Each entry is introduced by a local header with information about the file such as the comment, file size and file name, followed by optional "Extra" data fields, and then the possibly compressed, possibly encrypted file data. The "Extra" data fields are the key to the extensibility of the ZIP format. "Extra" fields are exploited to support the ZIP64 format, WinZip-compatible AES encryption, file attributes, and higher-resolution NTFS or Unix file timestamps. Other extensions are possible via the "Extra" field. ZIP tools are required by the specification to ignore Extra fields they do not recognize.
File level archive format with support for random access
DAR (Disk ARchive) is an archive format designed for random access. Compression is done per-file. It is not filesystem specific, but supports many fs-specific features such as xattrs, sparse files, etc. I use it as a replacement for tar. It's written in C++ and pretty portable. Downsides: The docs are hard to navigate, and the command output is very verbose.
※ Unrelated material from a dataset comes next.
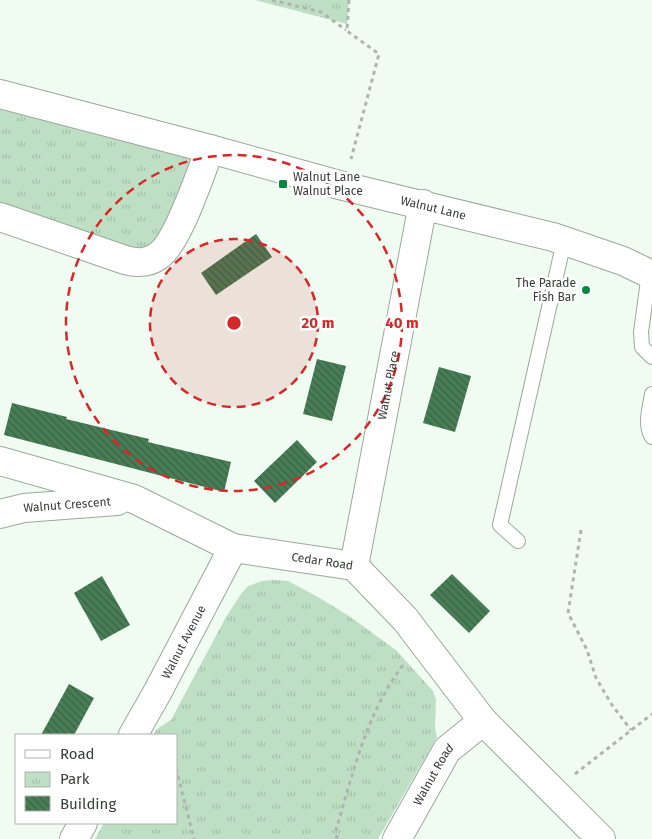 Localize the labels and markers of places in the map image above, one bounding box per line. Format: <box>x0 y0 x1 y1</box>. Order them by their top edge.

'FSArchiver is a system tool that allows you to save the contents of a file-system to a compressed archive file. The file-system can be restored on a partition which has a different size and it can be restored on a different file-system. Unlike tar/dar, FSArchiver also creates the file-system when it extracts the data to partitions. Everything is checksummed in the archive in order to protect the data. If the archive is corrupt, you just loose the current file, not the whole archive.'
FS Spefic tools Some filesystems come with their own utilities to dump data, such as xfsdump for the xfs filesystem.
Disk cloning software
FileZilla is a disk cloning software, but the way it clones filesystems is pretty smart. It will prefer a fs-specific dump rather than a block-level copy where possible. You can clone a disk with CloneZilla and restore it to a smaller disk, or restore only specfic filesystem within the disk backup.
The backup is arranged in a directory structure that has output from several different backup tools and some coordinating metadata. It's easy to manipulate it with separate utilities.
Backing up entire old systems is a good use for the tools above. But if you're using a modern linux system, where most software comes from a repo, it's easy to regenerate system level data by doing a new install, or using configuration management.
Personally I've changed my approach to only back up user and configuration data for systems that can easily be reinstalled.
On linux computers I manage, I set up hourly snapshots of ~/Projects with snapper on btrfs, and do long-term backup to rsync.net using borgbackup. System setup scripts are in Ansible (or some other IaC tool), and dotfiles are stored with a sparse git repo.
Thanks to this approach, it's now much more economical to store backups in cloud storage services.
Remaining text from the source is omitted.